Court of Appeal of Louisiana, First Circuit
Nov 16, 1995
666 So. 2d 337 (La. Ct. App. 1995)

Opinion

No. 95 KW 0570.

November 16, 1995.

APPEAL FROM THE TWENTY-THIRD JUDICIAL DISTRICT COURT, PARISH OF ASCENSION, NOS. 7752 AND 7456, STATE OF LOUISIANA, HONORABLE ALVIN TURNER, JR., J.

Anthony Falterman, Donaldsonville, for Appellee State of Louisiana.

Lewis O. Unglesby, Baton Rouge, for Appellant Onnie Ray Farris.

Before CARTER and PITCHER, JJ., and CRAIN, J. Pro Tem.

Judge Hillary Crain, retired, is serving as judge pro tempore by special appointment of the Louisiana Supreme Court.

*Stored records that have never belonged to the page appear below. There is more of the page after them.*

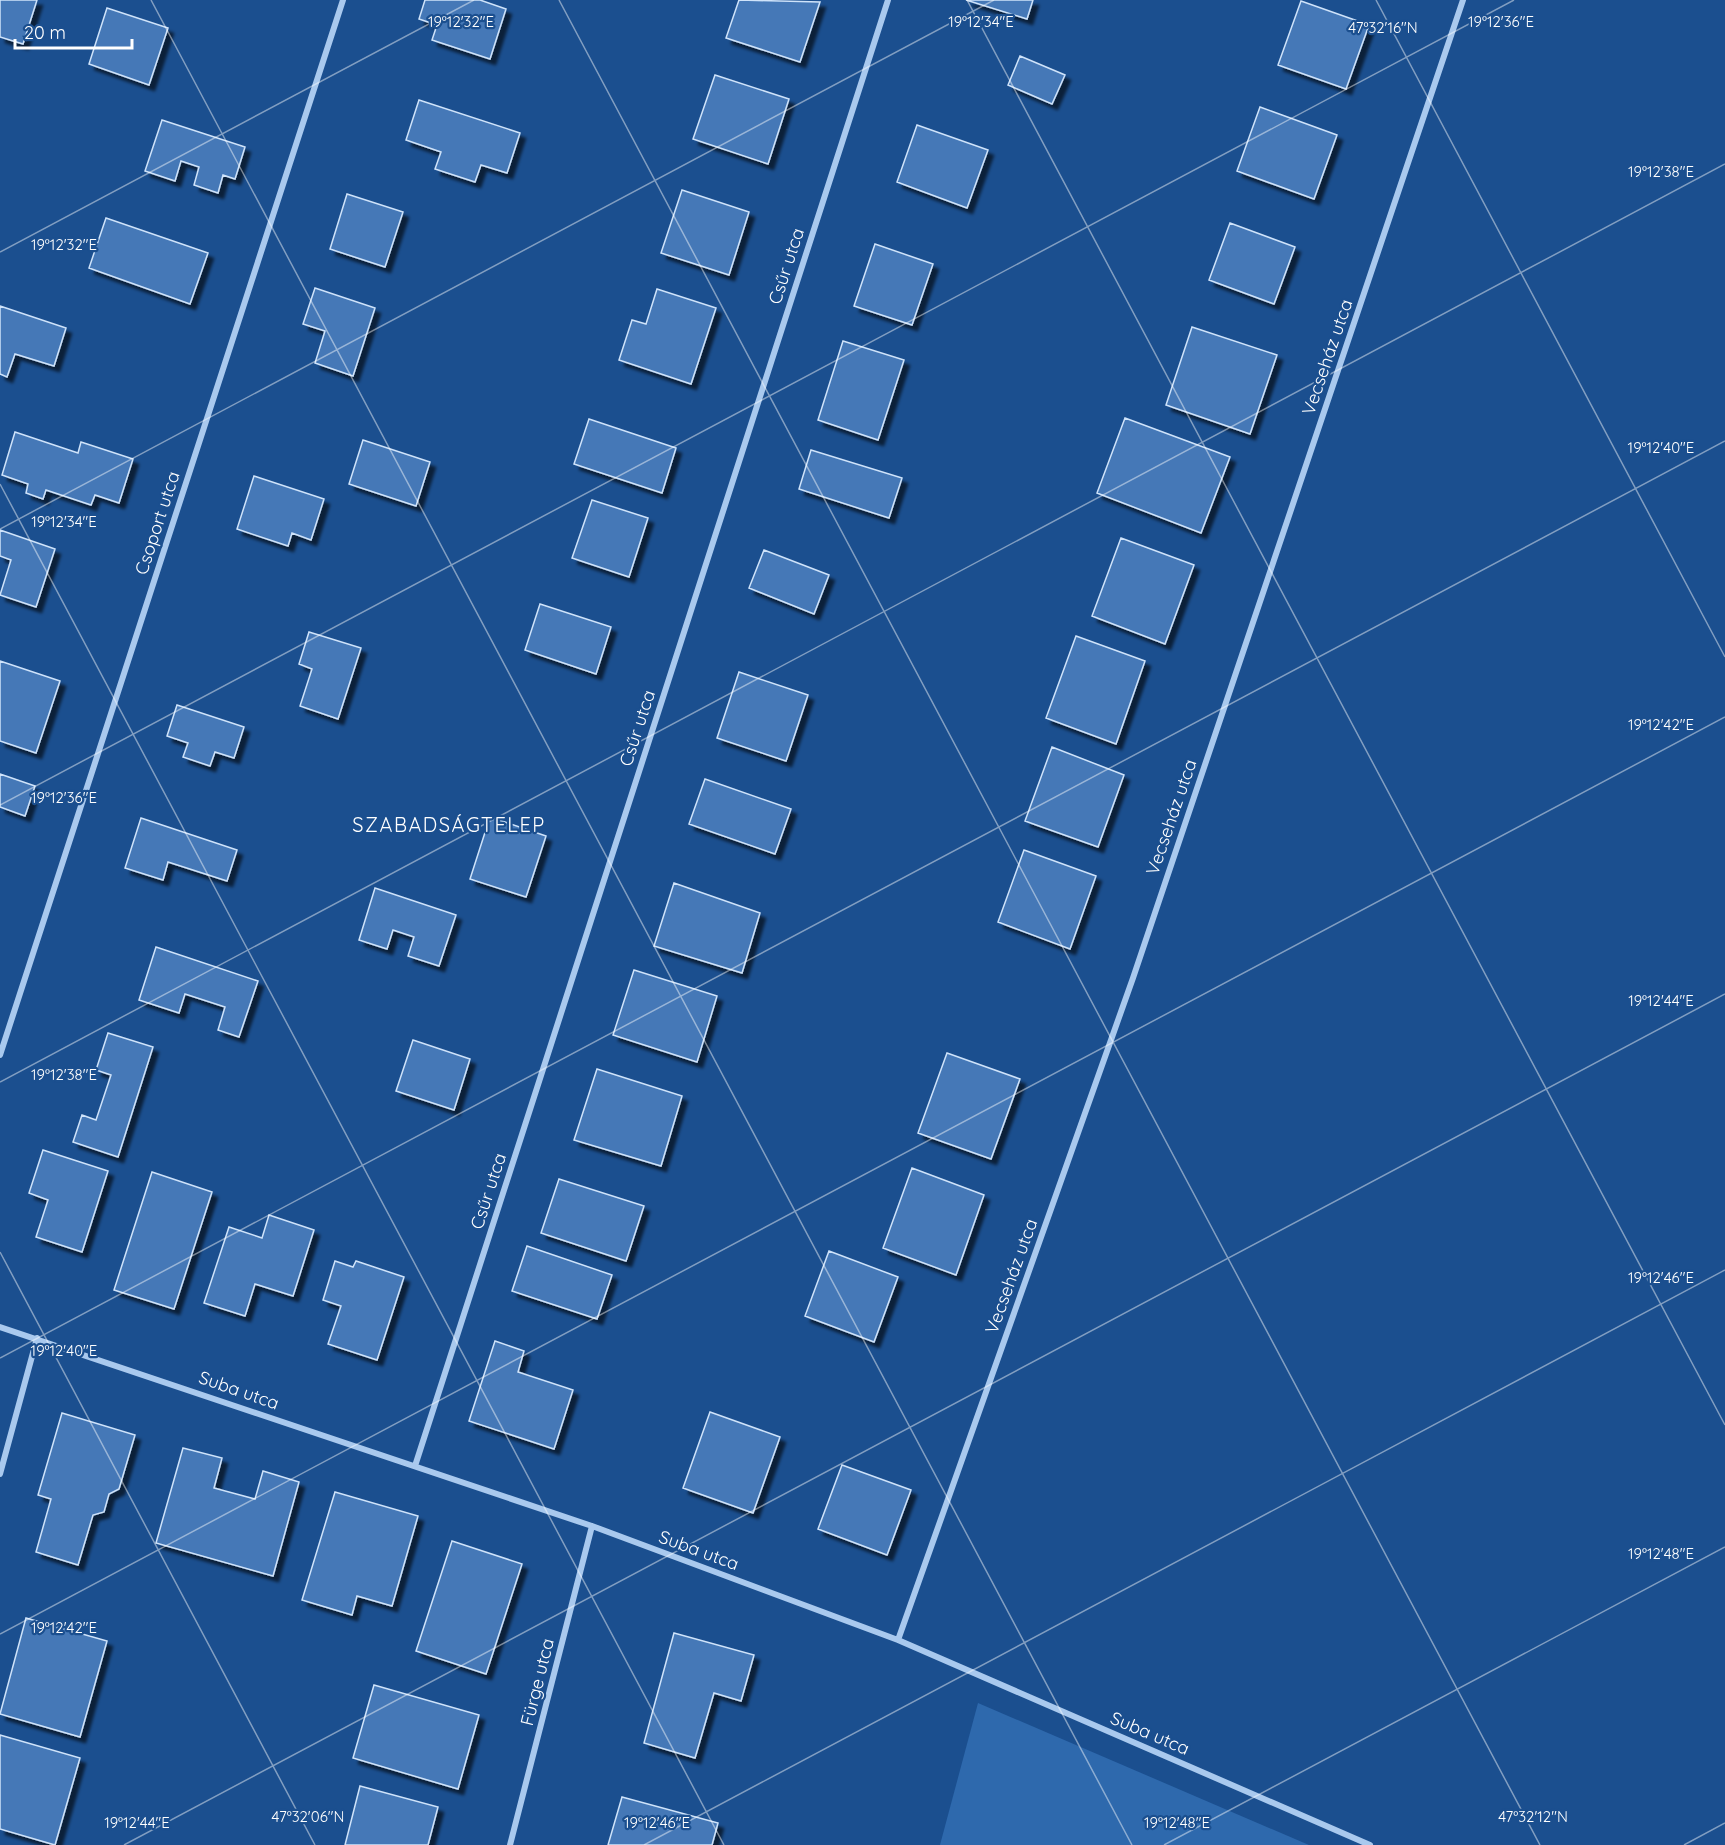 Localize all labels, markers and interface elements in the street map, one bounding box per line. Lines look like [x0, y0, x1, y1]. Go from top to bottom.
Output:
scale bar [15, 12, 132, 50]
text: 19°12'32"E [428, 12, 494, 31]
text: 19°12'34"E [948, 12, 1014, 31]
text: 19°12'36"E [1468, 12, 1534, 31]
text: 47°32'16"N [1348, 18, 1418, 37]
text: 20 m [24, 21, 66, 44]
text: 19°12'38"E [1628, 162, 1694, 181]
street label: Csűr utca [763, 225, 809, 307]
text: 19°12'32"E [31, 235, 97, 254]
street label: Vecseház utca [1296, 296, 1358, 418]
text: 19°12'40"E [1628, 438, 1694, 457]
street label: Csoport utca [129, 468, 185, 578]
text: 19°12'34"E [31, 512, 97, 531]
street label: Csűr utca [614, 687, 660, 769]
text: 19°12'42"E [1628, 715, 1694, 734]
street label: Vecseház utca [1140, 756, 1202, 878]
text: 19°12'36"E [31, 788, 97, 807]
district label: SZABADSÁGTELEP [352, 812, 546, 837]
text: 19°12'44"E [1628, 991, 1694, 1010]
text: 19°12'38"E [31, 1065, 97, 1084]
street label: Csűr utca [465, 1150, 511, 1232]
street label: Vecseház utca [980, 1215, 1042, 1337]
text: 19°12'46"E [1628, 1268, 1694, 1287]
text: 19°12'40"E [31, 1341, 97, 1360]
street label: Suba utca [196, 1366, 282, 1414]
street label: Suba utca [656, 1525, 742, 1575]
text: 19°12'48"E [1628, 1544, 1694, 1563]
text: 19°12'42"E [31, 1618, 97, 1637]
street label: Fürge utca [515, 1636, 559, 1728]
street label: Suba utca [1107, 1706, 1193, 1760]
text: 47°32'06"N [272, 1807, 344, 1826]
text: 47°32'12"N [1498, 1807, 1568, 1826]
text: 19°12'44"E [104, 1813, 170, 1832]
text: 19°12'46"E [624, 1813, 690, 1832]
text: 19°12'48"E [1144, 1813, 1210, 1832] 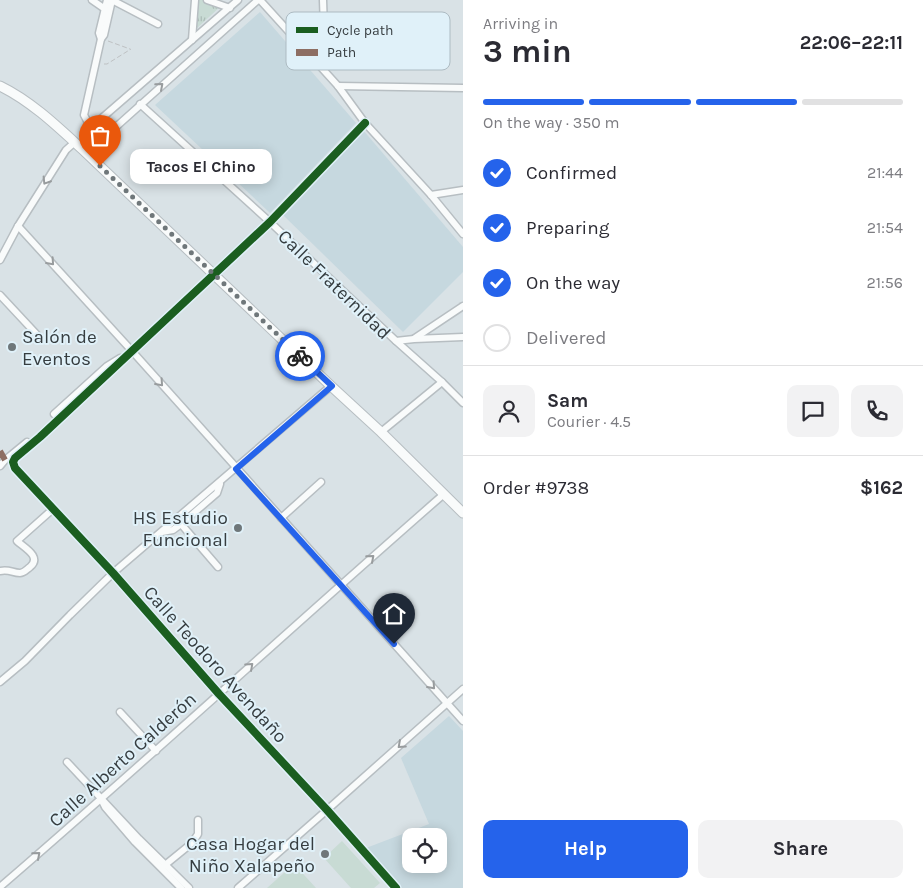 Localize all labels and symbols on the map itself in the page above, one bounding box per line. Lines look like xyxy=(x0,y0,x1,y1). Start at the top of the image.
legend xyxy=(286,12,450,70)
text: Cycle path xyxy=(327,22,393,39)
text: Path xyxy=(327,44,356,61)
one-way arrow xyxy=(155,83,164,92)
pin xyxy=(79,115,121,166)
callout: Tacos El Chino xyxy=(130,148,272,184)
one-way arrow xyxy=(43,176,53,185)
street label: Calle Fraternidad xyxy=(273,225,395,344)
one-way arrow xyxy=(45,257,54,266)
place label: Salón de Eventos xyxy=(22,326,97,370)
courier xyxy=(275,331,325,381)
marker: Salón de Eventos xyxy=(6,341,18,353)
one-way arrow xyxy=(154,377,163,386)
place label: HS Estudio Funcional xyxy=(133,507,228,551)
marker: HS Estudio Funcional xyxy=(232,522,244,534)
one-way arrow xyxy=(366,555,375,564)
street label: Calle Teodoro Avendaño xyxy=(139,582,292,748)
pin xyxy=(373,593,415,644)
one-way arrow xyxy=(245,663,254,672)
one-way arrow xyxy=(426,681,435,690)
street label: Calle Alberto Calderón xyxy=(45,688,201,832)
one-way arrow xyxy=(397,739,406,748)
place label: Casa Hogar del Niño Xalapeño xyxy=(186,833,315,877)
marker: Casa Hogar del Niño Xalapeño xyxy=(319,848,331,860)
one-way arrow xyxy=(31,853,40,861) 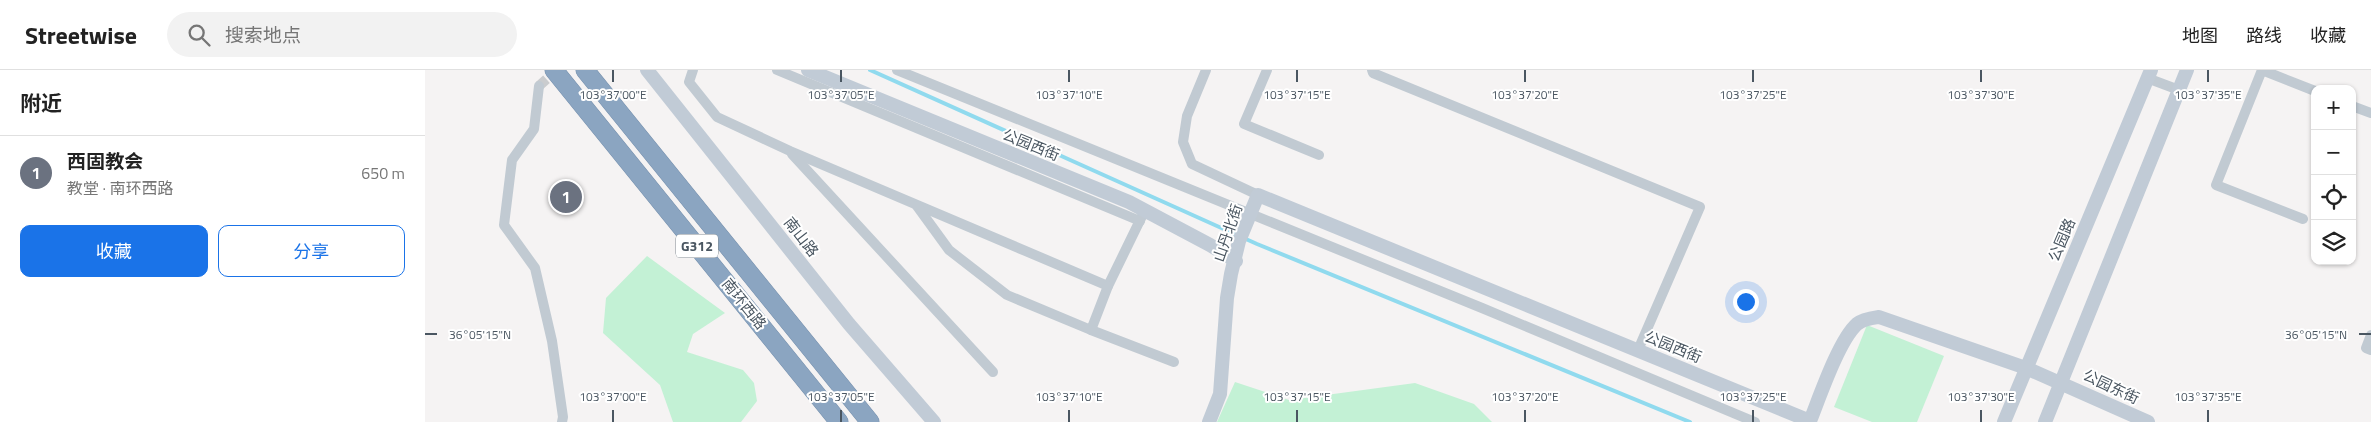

Defendant, Onnie Ray Farris, was charged by separate indictments with the crime of indecent behavior with a juvenile and molestation of a juvenile. Thereafter, defendant filed a motion to quash both of these indictments. Defendant alleged that the state had not instituted prosecution within the time limitations set forth in LSA-C.Cr.P. article 572.

The trial court subsequently denied the motion to quash in both cases, finding that the time limitation for prosecution had not expired, applying the exception to Art. 572 contained in LSA-C.Cr.P. art. 571.1.

Defendant filed a writ application and on May 23, 1995, this court granted a writ of certiorari to review the trial court's ruling.

LAW

The time to institute prosecution for a felony offense not necessarily punishable by imprisonment at hard labor, such as indecent behavior with a juvenile or molestation of a juvenile, is four years from the date of the offense. LSA-C.Cr.P. art. 572 (2). Therefore, the state was required to institute prosecution within four years of the date of the offense as set forth in the indictments, unless it can show an exception to the commencement of the running of the time limitation under LSA-C.Cr.P. art. 573 or interruption of that period under LSA-C.Cr.P. art. 575 . The only issue presented by these cases deals solely with the exception contained in art. 573.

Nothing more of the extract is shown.